Dobbiamo aprire l'editor delle curve di interpolazione. Nell'header della finestra principale dove in genere abbiamo la vista 3D troviamo un pulsante che consente di modificare il contenuto visualizzato. Qui, tra i tipi di finestra selezioniamo "Ipo Curve Editor".

Figura 1. Tipi di visualizzazione nella finestra
Tipi di visualizzazione nella finestra

Apparirà la Finestra IPO:

Figura 2. La finestra IPO Curve Editor
La finestra IPO Curve Editor

Sulla destra sono visibili, in evidenza, le caratteristiche (per ogni asse) che vengono gestite per l'animazione corrente. Nel caso in figura, solamente i valori della rotazione della trottola per ognuno dei tre assi.

La zona più grande contiene proprio le curve che determinano la dinamica del movimento. Sull'asse delle ordinate troviamo i numeri dei frame e sulle ascisse ci sono i valori spaziali (o angolari) seguiti dal movimento.

Possiamo spostare, traslandola, la finestra di visualizzazione delle curve tenendo il tasto 'Alt' premuto e muovendo il mouse. Se vogliamo zoomare usiamo invece la rotellina.

Possiamo selezionare una delle curve cliccando sul nome del movimento che rappresentano nel menu di destra. Una volta selezionata possiamo traslare la curva trascinandola con il tasto destro oppure passare alla modifica dei singoli punti, premendo Tab.

Come tutti i punti in Blender, anche i punti delle curve si modificano trascinandoli col tasto destro. Valgono anche le altre manipolazioni applicabili, in modellazione, a qualunque altra curva.

In questo caso, per migliorare l'animazione, selezioniamo RotZ e spostiamo il secondo vertice (quello in corrispondenza del frame 50) in basso, in modo che la trottola compia sicuramente almeno un giro completo di 360 gradi attorno all'asse verticale, l'asse Z. Inoltre, sempre per questo specifico esempio, è consigliato, minimizzare o annullare le rotazioni attorno agli assi X e Y.

Figura 3. Impostazioni IPO modificate: rotazione di 360°
Impostazioni IPO modificate

Per tornare alla Finestra 3D, premere nuovamente sul pulsante che apre il menu delle finestre e scegliere 3D View.
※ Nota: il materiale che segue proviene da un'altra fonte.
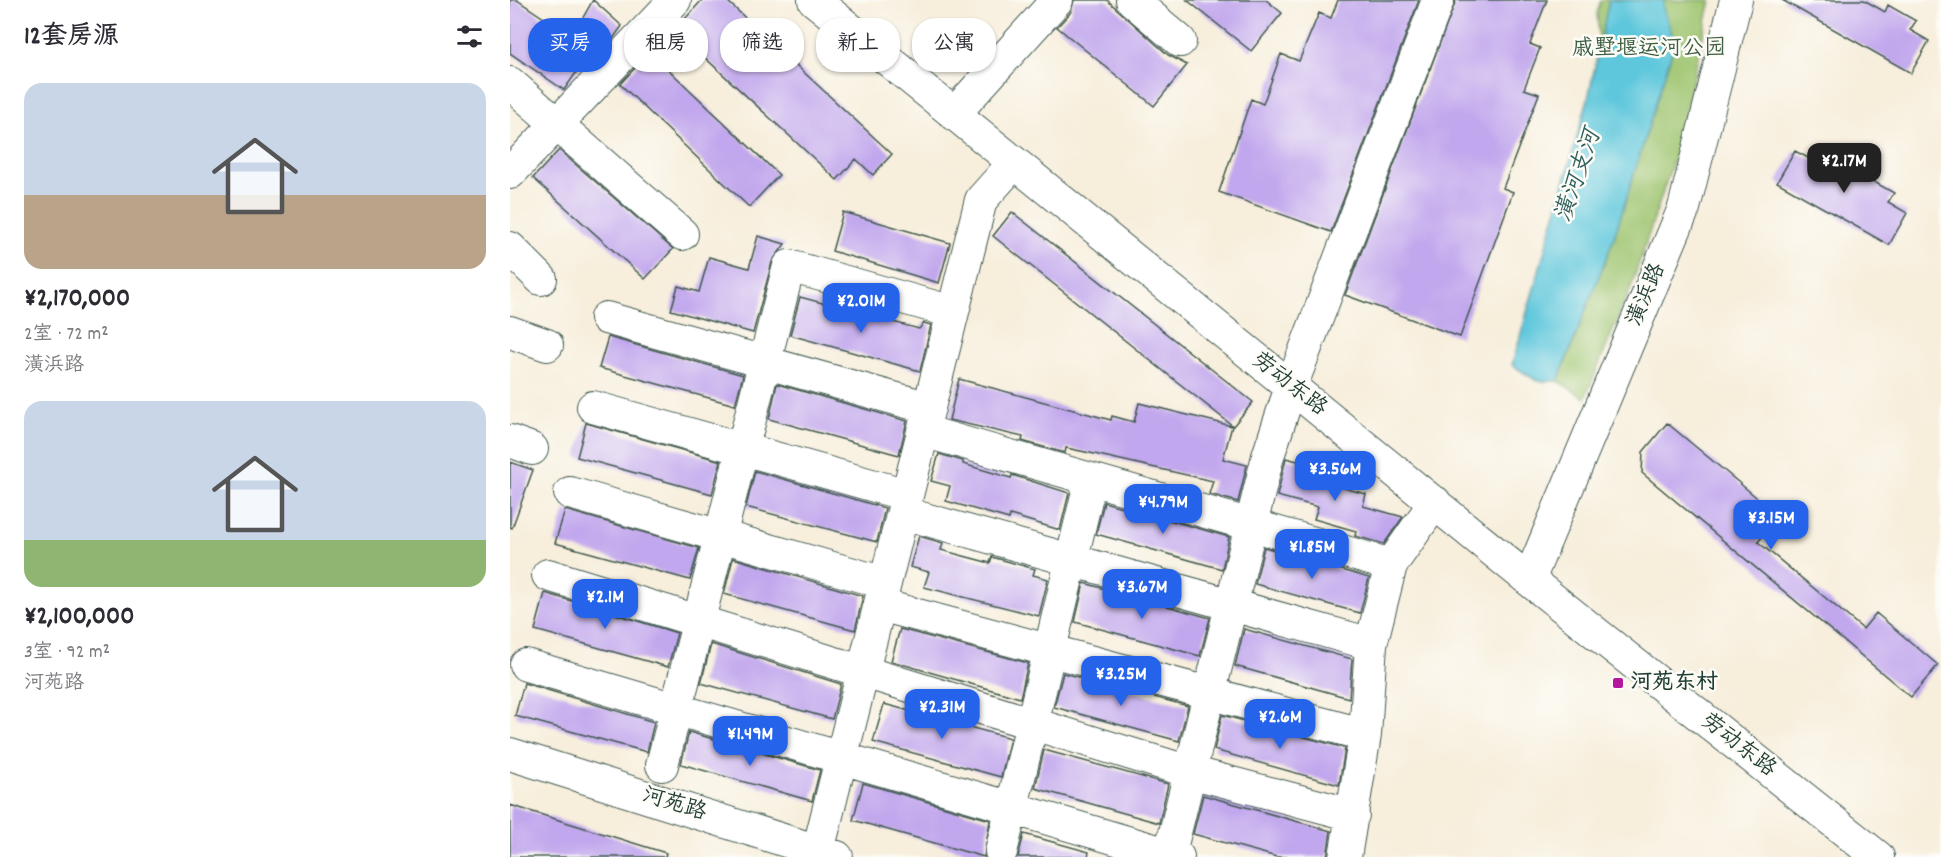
<!DOCTYPE html>
<html lang="zh">
<meta charset="utf-8">
<style>
body{margin:0;font-family:Dekko,"LXGW WenKai TC",sans-serif;background:#f7f7f7;color:#2b2b33;height:100vh;display:flex;flex-direction:column;font-size:22px;white-space:nowrap}
*{box-sizing:border-box;margin:0}
p{font-size:20px;color:#7c7c81}
.icon{flex:none;width:33px;height:33px;fill:none;stroke:currentColor;stroke-width:2;stroke-linecap:round;stroke-linejoin:round}
.map{position:relative;flex:1;overflow:hidden}
.drawer{display:flex;flex-direction:column;background:#fff;width:510px}
.drawer>*{flex:none}
.guide{position:absolute;left:18px;top:18px;width:570px;height:54px;display:flex;gap:12px}
.price{position:absolute;translate:-50% -51px;padding:0 14px;border-radius:12px;background:#2563eb;color:#fff;font-size:20px;line-height:39px;filter:drop-shadow(0 2px 3px #0008)}
.price::after{content:'';position:absolute;left:50%;top:36px;width:18px;height:14px;margin-left:-9px;background:inherit;clip-path:polygon(0 0,100% 0,50% 100%)}
.price.current{background:#222;color:#fff}
ul{padding:0;list-style:none}
li{display:grid;align-content:center;gap:12px;height:318px;padding:0 24px}
li span{display:grid;place-items:center;height:186px;border-radius:18px;color:#555}
li>.icon{margin-inline-start:auto}
span .icon{width:108px;height:108px;fill:#fffc;stroke-width:1}
li b{font-size:26px}
h2{display:flex;justify-content:space-between;align-items:center;height:72px;padding:0 24px;font-size:26px}
.tag{padding:0 21px;border-radius:24px;background:#fff;box-shadow:0 2px 4px #0004;font-size:21px;line-height:54px}
.tag.current{background:#2563eb;color:#fff}
main{display:flex;flex:1;min-height:0}
.map>svg:first-child{display:block}
</style>
<main>
<section class="drawer">
<h2>12套房源<svg class="icon" aria-label="filters" viewBox="0 0 24 24"><path d="M4 7h16M4 17h16"/><circle cx="9" cy="7" r="2"/><circle cx="15" cy="17" r="2"/></svg></h2>
<ul>
<li><span style="background:linear-gradient(#c9d6e8 60%,#b9a48a 0)"><svg class="icon" aria-label="home" viewBox="0 0 24 24"><path d="M3 11l9-7 9 7M6 9v11h12V9"/></svg></span><div><b>¥2,170,000</b><p>2室 · 72 m²</p><p>潢浜路</p></div></li>
<li><span style="background:linear-gradient(#c9d6e8 75%,#8fb573 0)"><svg class="icon" aria-label="home" viewBox="0 0 24 24"><path d="M3 11l9-7 9 7M6 9v11h12V9"/></svg></span><div><b>¥2,100,000</b><p>3室 · 92 m²</p><p>河苑路</p></div></li>
</ul>
</section>
<div class="map">
<svg width="1431" height="857" viewBox="0 0 1431 857">
<rect width="100%" height="100%" fill="#fdfcf7"/>
<filter id="ink" filterUnits="userSpaceOnUse"><feTurbulence type="fractalNoise" baseFrequency=".0167" numOctaves="2"/><feDisplacementMap in="SourceGraphic" scale="12" xChannelSelector="R" yChannelSelector="G"/><feConvolveMatrix kernelMatrix="1 2 1 2 8 2 1 2 1" color-interpolation-filters="sRGB"/></filter>
<filter id="wash" filterUnits="userSpaceOnUse"><feTurbulence type="fractalNoise" baseFrequency=".008" numOctaves="4" result="noise"/><feDisplacementMap in="SourceGraphic" scale="24" xChannelSelector="R" yChannelSelector="G"/><feGaussianBlur stdDeviation="1.35" result="paint"/><feColorMatrix in="noise" values="0 0 0 0 0 0 0 0 0 0 0 0 0 0 0 0 0 1.4 0 .05"/><feComposite in="paint" operator="in"/></filter>
<g filter="url(#wash)">
<rect width="100%" height="100%" fill="#f7eedb"/>
<!-- green -->
<path fill="#9fc570" stroke="#5f8152" stroke-width="1.5" d="M1091,0h110l-35,153 -46,137 -45,108 -27,-17 56,-143 -17,-225z"/>
<!-- water -->
<path fill="#5fc7dc" stroke="#3f8288" stroke-width="1.5" d="M1099,0h55l-1,8 12,34 -61,196 -56,143h-21l-25,-16 76,-266z"/>
<g id="blocks">
<!-- building -->
<path fill="#c1a7ed" d="M0,0h7l55,37 21,-37 29,26 -10,14 -8,-7 -40,57 -54,-37z
M192,0h24l166,154 -19,21 -17,-16 -19,21 -162,-150z
M564,0h33l61,55 19,10 -33,41 -97,-79 14,-15z
M677,0h79l16,13 -31,38z
M828,0h81l-88,232 -112,-40 32,-93 12,5 18,-50 18,7 20,-48 12,5z
M946,0h91l-17,44 10,4 -16,41 15,5 -36,94 10,4 -53,145 -115,-42z
M1272,0h82l21,12 3,-7 28,16 -6,9 19,11 -18,32z
M140,52l129,123 -30,32 -129,-123z
M49,150l114,99 -28,30 -112,-101z
M1307,150l77,43 -6,9 19,11 -18,32 -112,-63 18,-31 17,9z
M333,212l107,31 -11,40 -107,-32z
M502,212l241,190 -20,24 -240,-190z
M248,236l27,8 -13,18 -19,71 -82,-23 7,-24 21,6 10,-35 40,11z
M290,297l119,32 5,-6 7,2 -11,46 -130,-36z
M98,337l135,38 -8,30 -136,-37z
M449,379l152,41 1,-4 22,6 5,-19 93,23 -9,33 24,6 -9,37 -29,-8 4,-13 -123,-28 -24,-5 -1,5 -43,-12 1,-4 -74,-17z
M267,384l130,37 -8,34 -130,-36z
M76,423l135,38 -9,33 -135,-37z
M1157,423l112,93 -21,26 105,87 13,-16 62,52 -27,32 -269,-224 1,-21z
M429,454l24,7v3l48,14 1,-3 57,18 -9,37 -50,-15 -1,4 -63,-18 4,-15 -19,-5z
M776,458l45,12 -3,14 38,10 -3,12 40,11 -19,27 -29,-8 1,-5 -42,-12 4,-12 -41,-11z
M0,462l23,8 -21,58 -2,-1z
M245,471l130,37 -8,34 -131,-35z
M594,502l125,35 -7,32 -126,-35z
M55,510l134,38 -9,32 -135,-37z
M409,536l24,7 -2,7 49,13 2,-6 43,12 -2,6 15,4 -9,37 -115,-29 5,-15 -19,-5z
M754,547l105,31 -9,35 -105,-29z
M223,558l130,38 -8,34 -131,-36z
M574,583l126,35 -10,38 -125,-34z
M35,593l132,40 -9,34 -133,-37z
M390,629l128,34 -8,35 -129,-37z
M734,629l108,30 -3,39 -114,-32z
M201,644l130,40 -9,35 -131,-36z
M553,673l125,33 -9,35 -125,-34z
M14,683l130,39 -7,30 -132,-36z
M374,704l126,34 -9,39 -128,-35z
M712,715l123,33 -6,37 -125,-35z
M179,732l131,38 -8,31 -131,-37z
M534,750l124,34 -9,39 -124,-35z
M353,783l127,37 -6,37 -131,-37z
M693,795l128,36 -4,26h-50l-84,-23z
M0,805l156,48 -1,4h-155z
M514,834l65,18 -1,5h-70z"/>
</g>
</g>
<g filter="url(#ink)">
<use href="#blocks" fill-opacity="0" stroke="#3f584d" stroke-width="1.5"/>
<g fill="none" stroke-linecap="round" stroke-linejoin="round">
<!-- minor casing -->
<g stroke="#3f584d" stroke-width="34">
<path id="minor" d="M304,0l715,580 349,277
M622,0l48,41
M0,83l172,151
M444,114l103,-114
M0,173l165,-173
M0,248l31,31
M96,318l323,90
M0,332l37,13
M83,407l314,88
M413,431l468,134
M0,441l22,8
M60,493l315,90
M393,513l468,131
M38,575l642,197 163,43
M1019,580l155,-372 52,-208
M370,605l485,130
M16,665l652,192
M0,754l327,103
M152,765l127,-499 164,46
M308,851l163,-651 33,-37
M491,852l90,-373
M659,857l99,-401 23,-69 147,-387
M835,857l20,-122 6,-91 20,-79 44,-63"/>
</g>
<!-- minor -->
<use href="#minor" stroke="#fff" stroke-width="32"/>
</g>
</g>
<!-- markers -->
<rect fill="#b5179e" stroke="#fdfcf7" stroke-width="2" x="1102" y="677" width="12" height="12" rx="3"/>
<g text-anchor="middle" dominant-baseline="central" stroke-width="5" stroke-linejoin="round" paint-order="stroke">
<!-- park labels -->
<g font-size="22" fill="#3f5f43" stroke="#fdfcf7">
<text x="1139" y="49">戚墅堰运河公园</text>
</g>
<!-- street labels -->
<g font-size="22" fill="#1f3d34" stroke="#fdfcf7">
<text transform="translate(1137 295) rotate(-67)">潢浜路</text>
<text transform="translate(779 385) rotate(38)">劳动东路</text>
<text transform="translate(1228 746) rotate(38)">劳动东路</text>
<text transform="translate(164 805) rotate(17)">河苑路</text>
</g>
<!-- poi labels -->
<g font-size="22" font-weight="bold" fill="#1f3d34" stroke="#fdfcf7" text-anchor="start">
<text x="1120" y="683">河苑东村</text>
</g>
<!-- water labels -->
<g font-size="24" font-style="italic" fill="#2f605e" stroke="#fdfcf7">
<text transform="translate(1069 176) rotate(-71)">潢河支河</text>
</g>
</g>
</svg>
<b class="price current" style="left:1334px;top:194px">¥2.17M</b>
<b class="price" style="left:351px;top:334px">¥2.01M</b>
<b class="price" style="left:825px;top:502px">¥3.56M</b>
<b class="price" style="left:653px;top:535px">¥4.79M</b>
<b class="price" style="left:1261px;top:551px">¥3.15M</b>
<b class="price" style="left:802px;top:580px">¥1.85M</b>
<b class="price" style="left:632px;top:620px">¥3.67M</b>
<b class="price" style="left:95px;top:630px">¥2.1M</b>
<b class="price" style="left:611px;top:707px">¥3.25M</b>
<b class="price" style="left:432px;top:740px">¥2.31M</b>
<b class="price" style="left:770px;top:750px">¥2.6M</b>
<b class="price" style="left:240px;top:767px">¥1.49M</b>
<div class="guide">
<a class="tag current">买房</a>
<a class="tag">租房</a>
<a class="tag">筛选</a>
<a class="tag">新上</a>
<a class="tag">公寓</a>
</div>
</div>
</main>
Qui si può premere Alt+A per vedere una anteprima dell'animazione.

Il rendering dell'animazione

Quando si è soddisfatti del risultato, si può premere F10 e accedere al sotto-contesto Render Buttons per poi renderizzare l'animazione.

Nella prima riga del pannello Output, si deve specificare dove salvare l'animazione. Per pannello Format, invece, cliccando su Jpeg è possibile aprire un menù che permette di scegliere il formato della animazione che verrà creata.

Nel pannello Anim (in basso), è possibile specificare i primo (Sta) e l'ultimo (End) frame dell'animazione. Di default sono impostati 1 e 250. Nel nostro caso modifichiamo il valore di End in 50.

Figura 4. Pannello Anim
Pannello Anim

Infine, è sufficiente premere il pulsante Anim per renderizzare l'animazione. Al termine, per vedere il risultato, si può premere il pulsante Play.